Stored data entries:

───

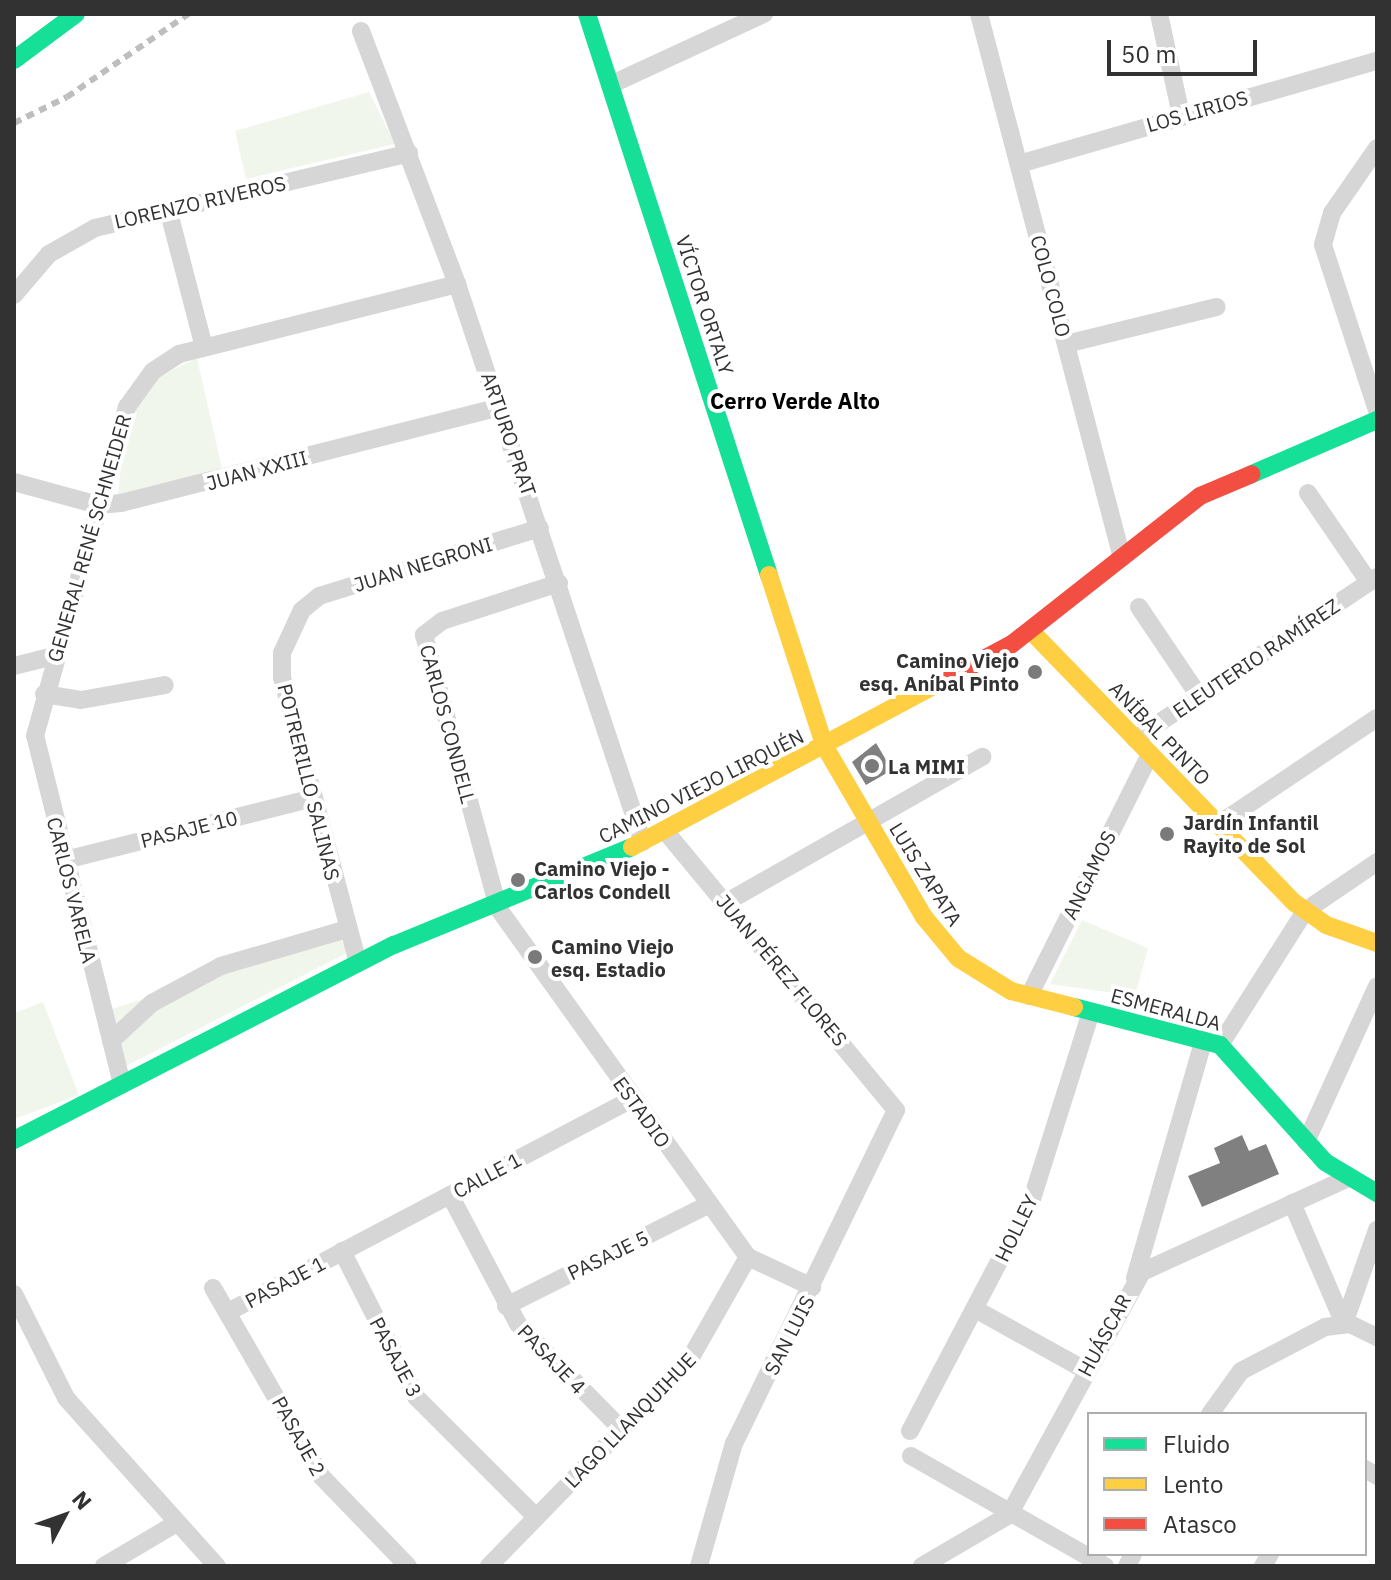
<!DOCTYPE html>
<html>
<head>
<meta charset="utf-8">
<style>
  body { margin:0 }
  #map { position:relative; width:1391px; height:1580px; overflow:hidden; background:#fff; font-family:"IBM Plex Sans",sans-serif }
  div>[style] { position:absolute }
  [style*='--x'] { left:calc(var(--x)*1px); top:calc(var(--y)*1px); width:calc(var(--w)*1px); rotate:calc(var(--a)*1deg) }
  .green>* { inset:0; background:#f1f6ed }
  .building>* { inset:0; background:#808080 }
  .street>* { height:18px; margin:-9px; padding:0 9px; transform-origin:9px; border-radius:9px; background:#d6d6d6 }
  .fast>* { height:18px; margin:-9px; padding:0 9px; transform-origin:9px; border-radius:9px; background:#16e098 }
  .slow>* { height:18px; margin:-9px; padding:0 9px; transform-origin:9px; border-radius:9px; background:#ffcf43 }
  .jam>* { height:18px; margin:-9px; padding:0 9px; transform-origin:9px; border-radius:9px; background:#f24e42 }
  .rail>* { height:6px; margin-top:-3px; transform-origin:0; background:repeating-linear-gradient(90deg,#bebebe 0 8px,transparent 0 14px) }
  .dots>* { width:22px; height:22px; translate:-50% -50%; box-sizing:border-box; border:4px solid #fff; border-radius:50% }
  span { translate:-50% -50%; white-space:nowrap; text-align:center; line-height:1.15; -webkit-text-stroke:8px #fff; paint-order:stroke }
  .street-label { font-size:20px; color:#323232 }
  .poi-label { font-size:20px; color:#323232; font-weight:700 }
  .right { translate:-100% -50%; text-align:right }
  .left { translate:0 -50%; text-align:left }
  .neighbourhood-label { font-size:22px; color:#000; font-weight:700 }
  .frame { position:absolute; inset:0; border:16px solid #323232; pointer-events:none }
  .legend { position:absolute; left:1087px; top:1412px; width:280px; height:144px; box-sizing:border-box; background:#fff; border:2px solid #adadad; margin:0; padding:10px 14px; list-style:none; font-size:24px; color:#323232 }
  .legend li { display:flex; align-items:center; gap:16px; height:40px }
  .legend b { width:40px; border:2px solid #adadad }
  .north { position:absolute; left:24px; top:1476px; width:80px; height:80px; -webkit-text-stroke:6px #fff; paint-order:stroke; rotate:49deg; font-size:22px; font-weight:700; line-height:32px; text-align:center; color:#323232 }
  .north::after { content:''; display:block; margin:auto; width:28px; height:36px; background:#323232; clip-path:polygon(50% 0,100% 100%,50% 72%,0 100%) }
  .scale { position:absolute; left:1107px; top:40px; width:150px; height:36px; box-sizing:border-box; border:4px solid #323232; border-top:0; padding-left:10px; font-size:24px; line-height:28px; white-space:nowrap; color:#323232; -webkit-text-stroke:6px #fff; paint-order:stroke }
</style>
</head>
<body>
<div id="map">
  <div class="green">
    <div style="clip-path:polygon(369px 92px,395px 144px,246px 179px,235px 131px)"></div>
    <div style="clip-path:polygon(197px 358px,223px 473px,118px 496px,125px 424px,148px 382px)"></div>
    <div style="clip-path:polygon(1082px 920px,1148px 948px,1135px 996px,1050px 984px)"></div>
    <div style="clip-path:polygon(340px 936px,347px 953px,124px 1067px,112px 1009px)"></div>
    <div style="clip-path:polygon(43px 1002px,79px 1095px,14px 1119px,14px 1013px)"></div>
  </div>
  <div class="building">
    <div style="clip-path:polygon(876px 743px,892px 770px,866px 785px,852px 762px)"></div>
    <div style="clip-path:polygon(1242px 1135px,1249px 1151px,1266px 1144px,1279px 1174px,1202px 1207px,1188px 1176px,1220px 1163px,1214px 1148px)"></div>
  </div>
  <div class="street">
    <div style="--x:979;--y:14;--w:562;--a:75.27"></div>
    <div style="--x:1159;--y:14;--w:103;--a:77.7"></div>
    <div style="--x:361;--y:31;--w:271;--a:69.2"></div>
    <div style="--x:457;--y:284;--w:588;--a:71.57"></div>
    <div style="--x:610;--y:85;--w:170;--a:-24.8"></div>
    <div style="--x:1377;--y:148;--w:79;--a:124.7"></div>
    <div style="--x:1332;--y:213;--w:33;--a:106"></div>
    <div style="--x:1323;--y:245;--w:174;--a:71.9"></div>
    <div style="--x:1019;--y:164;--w:373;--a:-16.1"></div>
    <div style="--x:168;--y:209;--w:143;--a:75.4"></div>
    <div style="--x:14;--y:295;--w:54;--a:-49.5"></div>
    <div style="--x:49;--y:254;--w:53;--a:-29.5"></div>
    <div style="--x:95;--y:228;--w:323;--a:-13.4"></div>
    <div style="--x:1066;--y:344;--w:155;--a:-13.8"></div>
    <div style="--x:14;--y:482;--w:87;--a:15.3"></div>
    <div style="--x:98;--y:505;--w:23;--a:-5"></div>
    <div style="--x:121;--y:503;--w:391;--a:-14.2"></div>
    <div style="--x:1308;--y:493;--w:108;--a:55.6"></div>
    <div style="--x:559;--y:583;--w:123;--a:162"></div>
    <div style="--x:442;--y:621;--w:23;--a:142"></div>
    <div style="--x:424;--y:635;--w:283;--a:74.8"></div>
    <div style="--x:498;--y:908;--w:429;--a:54.4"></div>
    <div style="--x:748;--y:1257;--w:71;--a:25.1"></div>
    <div style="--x:1139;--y:607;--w:107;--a:56"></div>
    <div style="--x:14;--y:666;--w:41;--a:-14"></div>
    <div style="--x:44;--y:694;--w:37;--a:9"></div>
    <div style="--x:81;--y:700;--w:85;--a:-10.1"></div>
    <div style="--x:1135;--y:739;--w:291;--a:-33.8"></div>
    <div style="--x:1219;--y:824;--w:190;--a:-33.9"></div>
    <div style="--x:666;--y:832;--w:361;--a:50.4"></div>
    <div style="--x:896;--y:1110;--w:370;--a:115.9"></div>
    <div style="--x:734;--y:1443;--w:128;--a:105.9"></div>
    <div style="--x:65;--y:860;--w:256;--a:-14"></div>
    <div style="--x:725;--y:903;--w:296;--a:-29.6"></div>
    <div style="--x:358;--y:963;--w:296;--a:-104.9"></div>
    <div style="--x:282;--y:677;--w:24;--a:-90"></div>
    <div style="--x:282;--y:653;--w:47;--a:-65.1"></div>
    <div style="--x:302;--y:610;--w:22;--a:-39"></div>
    <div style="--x:319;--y:596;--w:231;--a:-17.1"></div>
    <div style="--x:1029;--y:996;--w:271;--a:-63.4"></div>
    <div style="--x:111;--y:1041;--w:56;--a:-42.8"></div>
    <div style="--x:152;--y:1003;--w:78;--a:-28.2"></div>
    <div style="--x:221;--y:966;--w:131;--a:-16.4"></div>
    <div style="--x:1220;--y:1045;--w:159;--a:-57.6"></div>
    <div style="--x:1305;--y:911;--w:87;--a:-34.2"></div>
    <div style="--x:122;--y:1084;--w:359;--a:-104"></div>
    <div style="--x:35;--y:736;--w:342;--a:-74.4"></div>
    <div style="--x:127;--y:407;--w:44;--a:-54.2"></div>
    <div style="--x:153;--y:371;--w:31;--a:-33"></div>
    <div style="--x:179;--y:354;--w:287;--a:-14.1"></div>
    <div style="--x:1306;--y:1142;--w:171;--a:-65.5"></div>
    <div style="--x:450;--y:1195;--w:146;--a:62.2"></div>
    <div style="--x:518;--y:1324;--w:148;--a:45.5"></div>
    <div style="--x:1292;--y:1203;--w:132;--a:66.7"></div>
    <div style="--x:342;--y:1251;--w:164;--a:63.1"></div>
    <div style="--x:416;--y:1397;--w:170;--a:45"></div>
    <div style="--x:1135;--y:1278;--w:249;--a:-73.9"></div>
    <div style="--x:213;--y:1288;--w:217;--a:60.1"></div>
    <div style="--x:321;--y:1476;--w:125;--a:46"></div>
    <div style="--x:14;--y:1294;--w:116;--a:63.4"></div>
    <div style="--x:66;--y:1398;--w:226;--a:48.1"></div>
    <div style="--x:506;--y:1306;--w:228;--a:-26.6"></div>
    <div style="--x:975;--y:1309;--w:126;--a:29"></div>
    <div style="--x:228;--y:1312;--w:457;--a:-27.8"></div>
    <div style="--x:1344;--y:1324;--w:100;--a:-70.7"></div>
    <div style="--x:1210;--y:1414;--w:53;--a:-54.2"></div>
    <div style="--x:1241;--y:1371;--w:95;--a:-27.6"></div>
    <div style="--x:1325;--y:1327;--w:25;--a:-7"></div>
    <div style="--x:1350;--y:1324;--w:30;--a:26"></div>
    <div style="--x:910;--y:1431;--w:262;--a:-62.3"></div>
    <div style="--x:1032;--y:1199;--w:196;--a:-72.5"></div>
    <div style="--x:911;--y:1456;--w:223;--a:29.6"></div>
    <div style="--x:1365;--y:1469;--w:14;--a:30"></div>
    <div style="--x:1009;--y:1515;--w:277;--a:-61.3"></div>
    <div style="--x:1142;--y:1272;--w:226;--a:-24.5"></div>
    <div style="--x:104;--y:1566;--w:82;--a:-30.6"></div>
    <div style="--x:489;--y:1566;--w:289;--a:-45.8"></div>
    <div style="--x:690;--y:1359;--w:117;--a:-60.4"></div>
    <div style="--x:922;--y:1566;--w:101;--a:-30.4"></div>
    <div style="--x:1127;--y:1566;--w:13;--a:-63"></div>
    <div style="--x:1263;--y:1566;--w:14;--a:-60"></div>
  </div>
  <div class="fast">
    <div style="--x:587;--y:14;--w:590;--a:72.03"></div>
    <div style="--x:14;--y:60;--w:77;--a:-36.6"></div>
    <div style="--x:1252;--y:474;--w:136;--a:-23.4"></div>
    <div style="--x:1074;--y:1007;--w:151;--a:14.6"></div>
    <div style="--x:1220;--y:1045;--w:157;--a:48.1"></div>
    <div style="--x:1325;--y:1162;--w:61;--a:30.8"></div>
    <div style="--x:14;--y:1140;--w:427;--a:-27.2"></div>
    <div style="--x:394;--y:945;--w:257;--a:-22.4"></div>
  </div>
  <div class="slow">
    <div style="--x:769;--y:575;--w:181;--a:72"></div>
    <div style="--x:825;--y:747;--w:197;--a:59.8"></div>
    <div style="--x:924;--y:917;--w:53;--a:50.3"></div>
    <div style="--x:958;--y:958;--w:62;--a:31.9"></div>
    <div style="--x:1011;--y:991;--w:65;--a:14.3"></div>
    <div style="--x:1031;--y:631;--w:379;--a:45.9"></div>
    <div style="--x:1295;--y:903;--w:38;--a:35"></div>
    <div style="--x:1326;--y:925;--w:54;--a:19.4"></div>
    <div style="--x:632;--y:847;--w:350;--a:-28.1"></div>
  </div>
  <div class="jam">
    <div style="--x:941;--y:682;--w:81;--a:-28.2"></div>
    <div style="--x:1012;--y:644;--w:239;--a:-38.2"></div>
    <div style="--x:1200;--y:496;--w:56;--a:-22.9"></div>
  </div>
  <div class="rail">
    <div style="--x:14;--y:123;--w:59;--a:-26.1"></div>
    <div style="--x:67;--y:97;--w:147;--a:-34.4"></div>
  </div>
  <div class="dots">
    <div style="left:1035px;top:672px;background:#7a7a7a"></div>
    <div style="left:872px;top:766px;background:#7a7a7a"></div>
    <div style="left:1167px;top:834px;background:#7a7a7a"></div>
    <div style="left:518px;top:880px;background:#7a7a7a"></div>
    <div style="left:535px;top:957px;background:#7a7a7a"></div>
  </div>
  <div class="street-label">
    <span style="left:1197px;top:111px;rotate:-16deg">LOS LIRIOS</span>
    <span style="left:200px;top:202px;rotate:-13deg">LORENZO RIVEROS</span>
    <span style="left:1051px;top:286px;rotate:75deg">COLO COLO</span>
    <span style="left:705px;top:305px;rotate:72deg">VÍCTOR ORTALY</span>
    <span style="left:509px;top:434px;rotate:71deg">ARTURO PRAT</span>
    <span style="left:257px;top:470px;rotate:-15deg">JUAN XXIII</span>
    <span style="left:89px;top:538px;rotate:-74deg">GENERAL RENÉ SCHNEIDER</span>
    <span style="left:423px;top:564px;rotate:-17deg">JUAN NEGRONI</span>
    <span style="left:1256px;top:658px;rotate:-34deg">ELEUTERIO RAMÍREZ</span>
    <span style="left:448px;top:724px;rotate:75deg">CARLOS CONDELL</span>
    <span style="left:1160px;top:733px;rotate:46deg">ANÍBAL PINTO</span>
    <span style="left:309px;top:782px;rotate:76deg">POTRERILLO SALINAS</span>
    <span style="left:701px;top:786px;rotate:-27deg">CAMINO VIEJO LIRQUÉN</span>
    <span style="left:189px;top:829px;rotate:-14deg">PASAJE 10</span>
    <span style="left:926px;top:874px;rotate:58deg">LUIS ZAPATA</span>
    <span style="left:1089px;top:875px;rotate:-64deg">ANGAMOS</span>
    <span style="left:72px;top:890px;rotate:76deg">CARLOS VARELA</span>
    <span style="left:782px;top:970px;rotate:50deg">JUAN PÉREZ FLORES</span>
    <span style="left:1166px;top:1009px;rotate:15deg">ESMERALDA</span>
    <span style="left:642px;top:1112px;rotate:54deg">ESTADIO</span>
    <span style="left:487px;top:1175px;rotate:-28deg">CALLE 1</span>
    <span style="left:1016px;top:1228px;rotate:-64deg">HOLLEY</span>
    <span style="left:608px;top:1255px;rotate:-26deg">PASAJE 5</span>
    <span style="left:285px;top:1282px;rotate:-28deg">PASAJE 1</span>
    <span style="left:789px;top:1335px;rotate:-63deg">SAN LUIS</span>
    <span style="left:1104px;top:1335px;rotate:-62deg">HUÁSCAR</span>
    <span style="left:396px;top:1357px;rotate:62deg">PASAJE 3</span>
    <span style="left:552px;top:1359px;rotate:46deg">PASAJE 4</span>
    <span style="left:630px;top:1420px;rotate:-46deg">LAGO LLANQUIHUE</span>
    <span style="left:299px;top:1436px;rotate:61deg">PASAJE 2</span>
  </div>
  <div class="poi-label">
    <span class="right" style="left:1019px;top:672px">Camino Viejo<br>esq. Aníbal Pinto</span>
    <span class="left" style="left:888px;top:766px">La MIMI</span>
    <span class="left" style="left:1183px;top:834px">Jardín Infantil<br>Rayito de Sol</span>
    <span class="left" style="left:534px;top:880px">Camino Viejo -<br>Carlos Condell</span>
    <span class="left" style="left:551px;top:958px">Camino Viejo<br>esq. Estadio</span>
  </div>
  <div class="neighbourhood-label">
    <span style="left:795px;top:401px">Cerro Verde Alto</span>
  </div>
  <div class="frame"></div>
  <ul class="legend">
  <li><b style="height:10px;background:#16e098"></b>Fluido</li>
  <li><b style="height:10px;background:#ffcf43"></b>Lento</li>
  <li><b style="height:10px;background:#f24e42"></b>Atasco</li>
  </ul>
  <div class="north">N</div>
  <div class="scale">50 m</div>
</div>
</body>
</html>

───

Task to carry out: When you reach the line with "width:40px; border:2px solid" in the records above, start writing out lines exactly, and stop once the line with "position:absolute; left:24px; top:1476px;" has been written; include nothing else.

Answer for the task:
  .legend b { width:40px; border:2px solid #adadad }
  .north { position:absolute; left:24px; top:1476px; width:80px; height:80px; -webkit-text-stroke:6px #fff; paint-order:stroke; rotate:49deg; font-size:22px; font-weight:700; line-height:32px; text-align:center; color:#323232 }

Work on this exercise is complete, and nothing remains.